Top of DATASET RECORDS
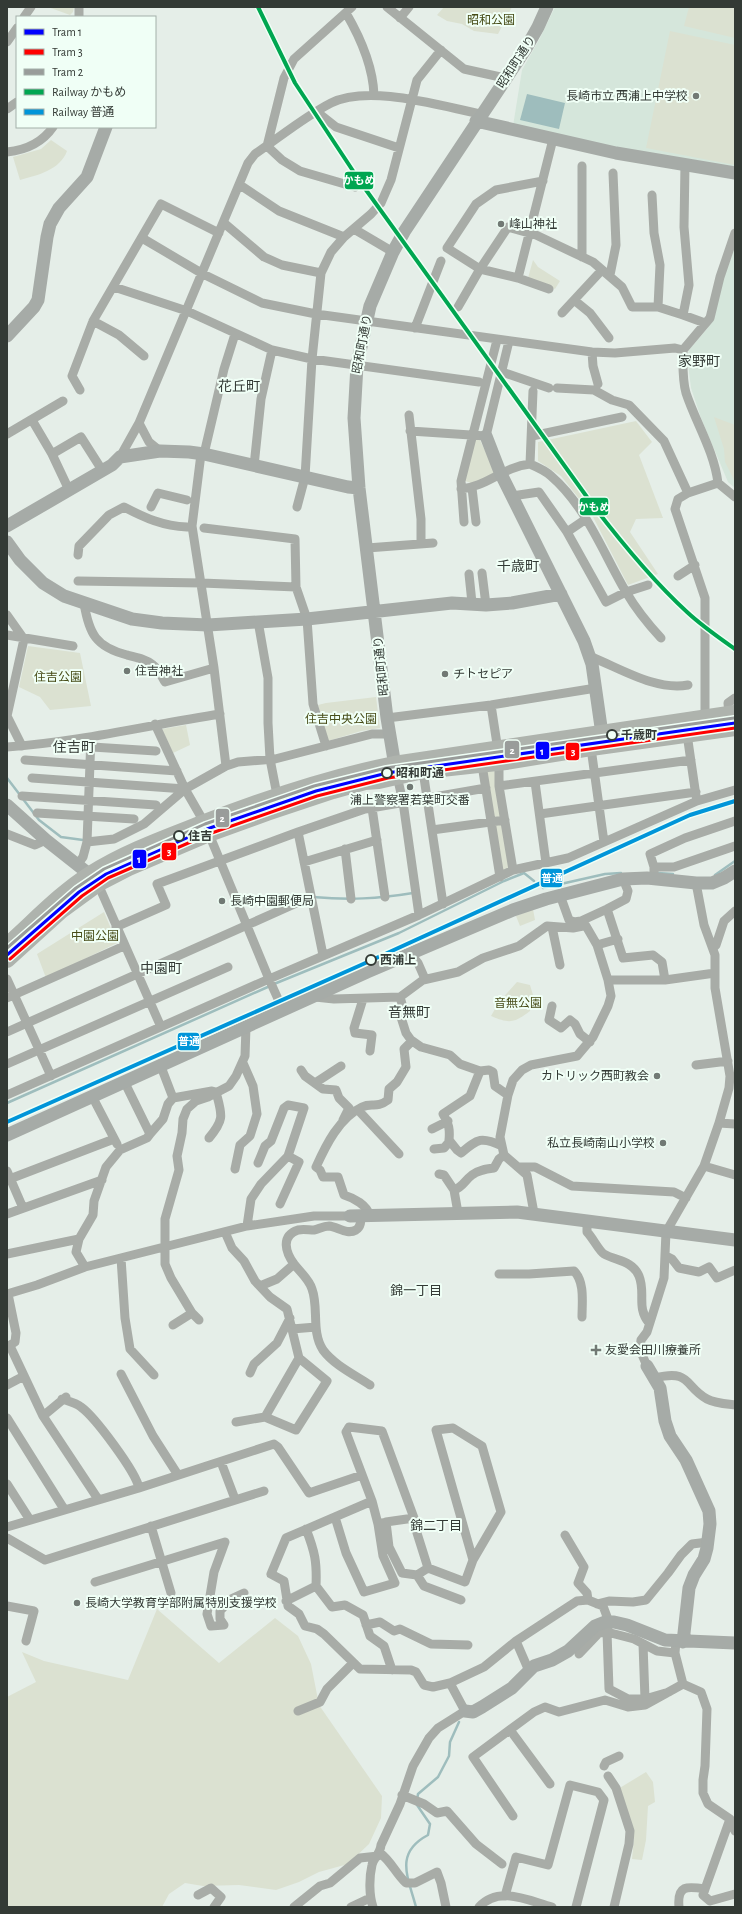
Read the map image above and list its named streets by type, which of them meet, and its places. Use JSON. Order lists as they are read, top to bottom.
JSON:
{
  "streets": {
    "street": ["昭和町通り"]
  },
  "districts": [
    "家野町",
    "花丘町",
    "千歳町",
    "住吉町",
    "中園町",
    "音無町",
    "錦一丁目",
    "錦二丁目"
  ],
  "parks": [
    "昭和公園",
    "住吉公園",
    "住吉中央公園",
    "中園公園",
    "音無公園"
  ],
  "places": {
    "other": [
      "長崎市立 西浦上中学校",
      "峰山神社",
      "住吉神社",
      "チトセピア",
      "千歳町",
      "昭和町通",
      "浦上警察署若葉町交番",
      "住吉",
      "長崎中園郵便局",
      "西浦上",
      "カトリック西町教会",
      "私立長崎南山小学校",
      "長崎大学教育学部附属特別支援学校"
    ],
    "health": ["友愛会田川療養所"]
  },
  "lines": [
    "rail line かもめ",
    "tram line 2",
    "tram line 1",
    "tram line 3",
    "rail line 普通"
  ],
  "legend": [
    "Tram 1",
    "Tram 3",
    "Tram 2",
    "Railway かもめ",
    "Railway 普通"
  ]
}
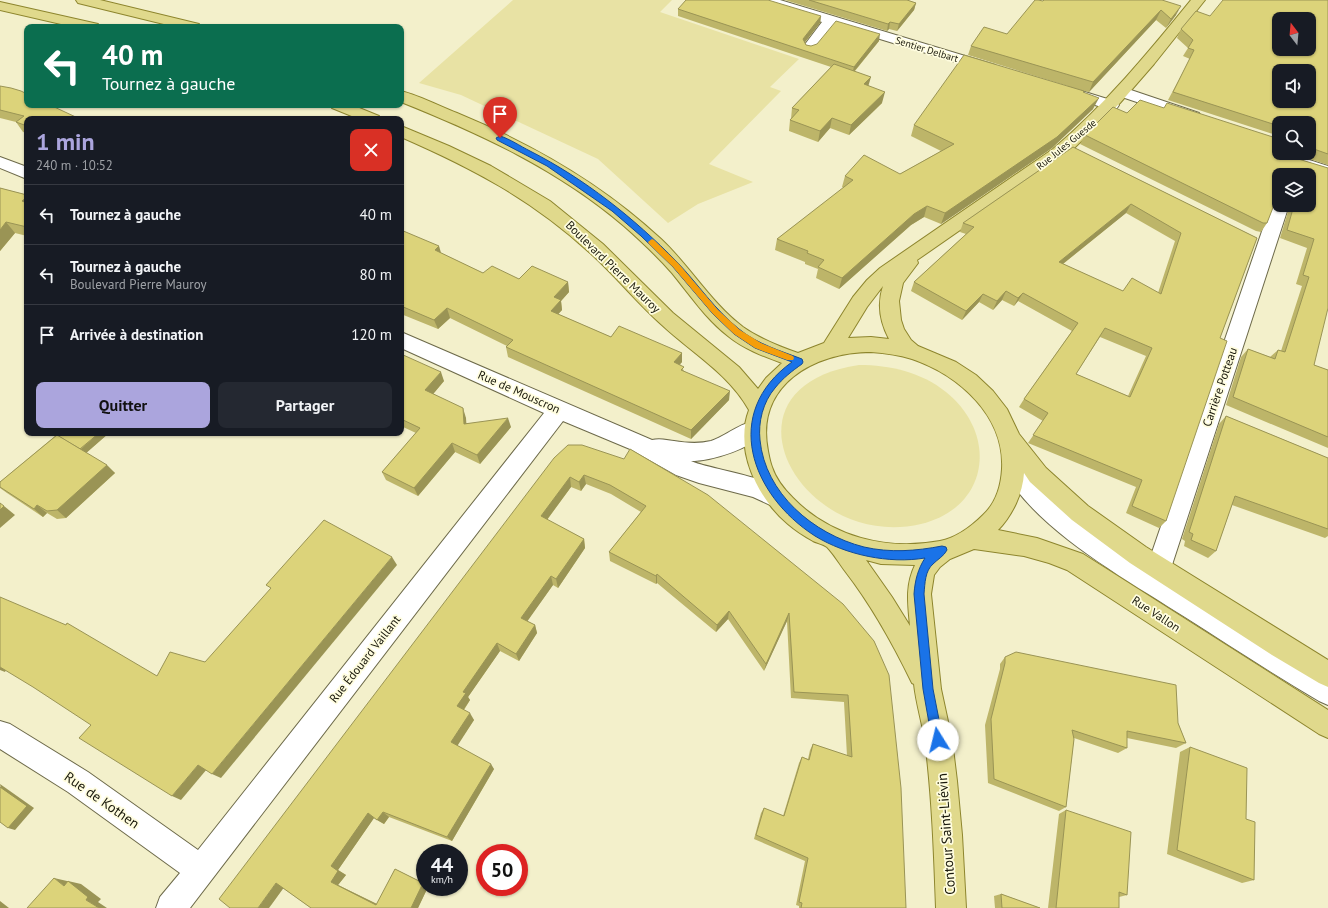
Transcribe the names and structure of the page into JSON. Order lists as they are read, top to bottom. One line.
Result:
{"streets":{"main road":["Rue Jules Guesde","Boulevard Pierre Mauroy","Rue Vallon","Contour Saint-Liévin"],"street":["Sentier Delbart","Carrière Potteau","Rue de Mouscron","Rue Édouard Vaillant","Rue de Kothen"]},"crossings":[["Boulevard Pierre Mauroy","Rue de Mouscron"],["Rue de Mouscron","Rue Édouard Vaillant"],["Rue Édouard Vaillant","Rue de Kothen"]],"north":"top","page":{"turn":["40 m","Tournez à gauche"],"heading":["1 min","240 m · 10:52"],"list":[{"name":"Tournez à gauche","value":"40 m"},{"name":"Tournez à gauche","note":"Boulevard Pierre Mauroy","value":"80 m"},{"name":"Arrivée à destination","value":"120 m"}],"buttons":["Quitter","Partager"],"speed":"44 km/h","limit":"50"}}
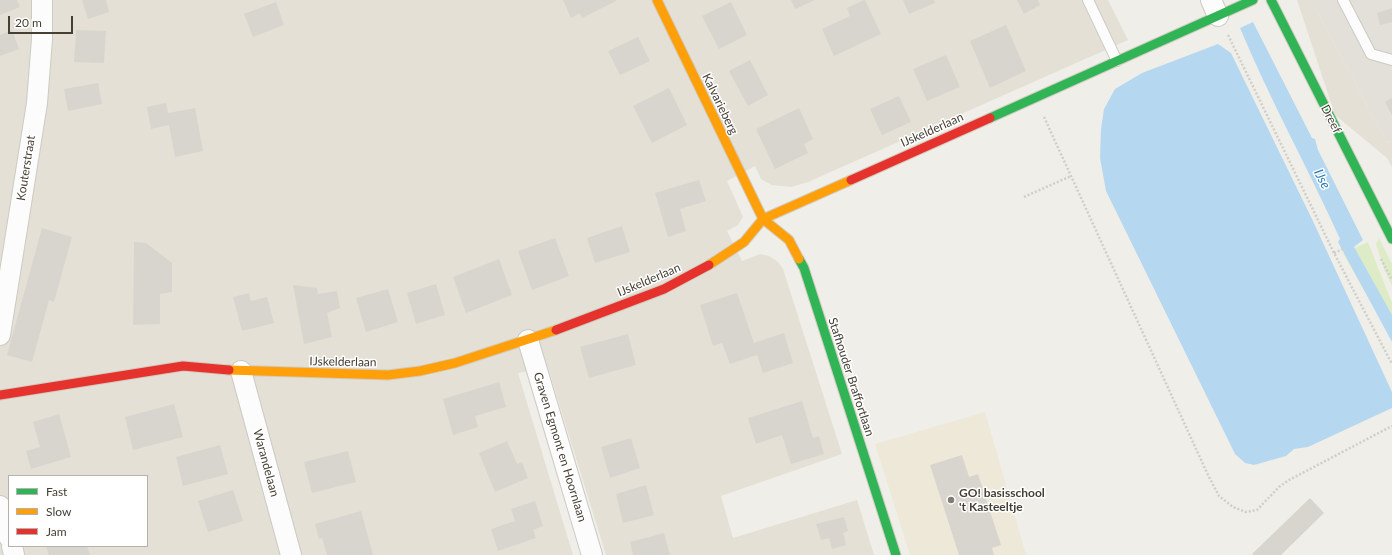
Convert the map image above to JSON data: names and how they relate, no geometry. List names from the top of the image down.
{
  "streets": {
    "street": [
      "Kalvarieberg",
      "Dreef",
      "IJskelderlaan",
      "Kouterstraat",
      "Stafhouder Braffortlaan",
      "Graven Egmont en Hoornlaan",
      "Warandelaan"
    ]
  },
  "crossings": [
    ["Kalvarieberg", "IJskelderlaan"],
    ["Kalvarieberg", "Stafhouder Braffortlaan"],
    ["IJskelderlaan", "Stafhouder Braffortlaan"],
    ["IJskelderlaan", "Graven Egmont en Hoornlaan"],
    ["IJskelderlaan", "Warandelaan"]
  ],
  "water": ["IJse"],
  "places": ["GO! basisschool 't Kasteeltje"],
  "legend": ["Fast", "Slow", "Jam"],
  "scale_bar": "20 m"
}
Bottom of DATASET RECORDS
_WHAT YOU HAVE TO DO_. Copy out all lines above holding "lists".

_ANSWER FOR THE TASK_.
Read the map image above and list its named streets by type, which of them meet, and its places. Use JSON. Order lists as they are read, top to bottom.
Transcribe the names and structure of the page into JSON. Order lists as they are read, top to bottom. One line.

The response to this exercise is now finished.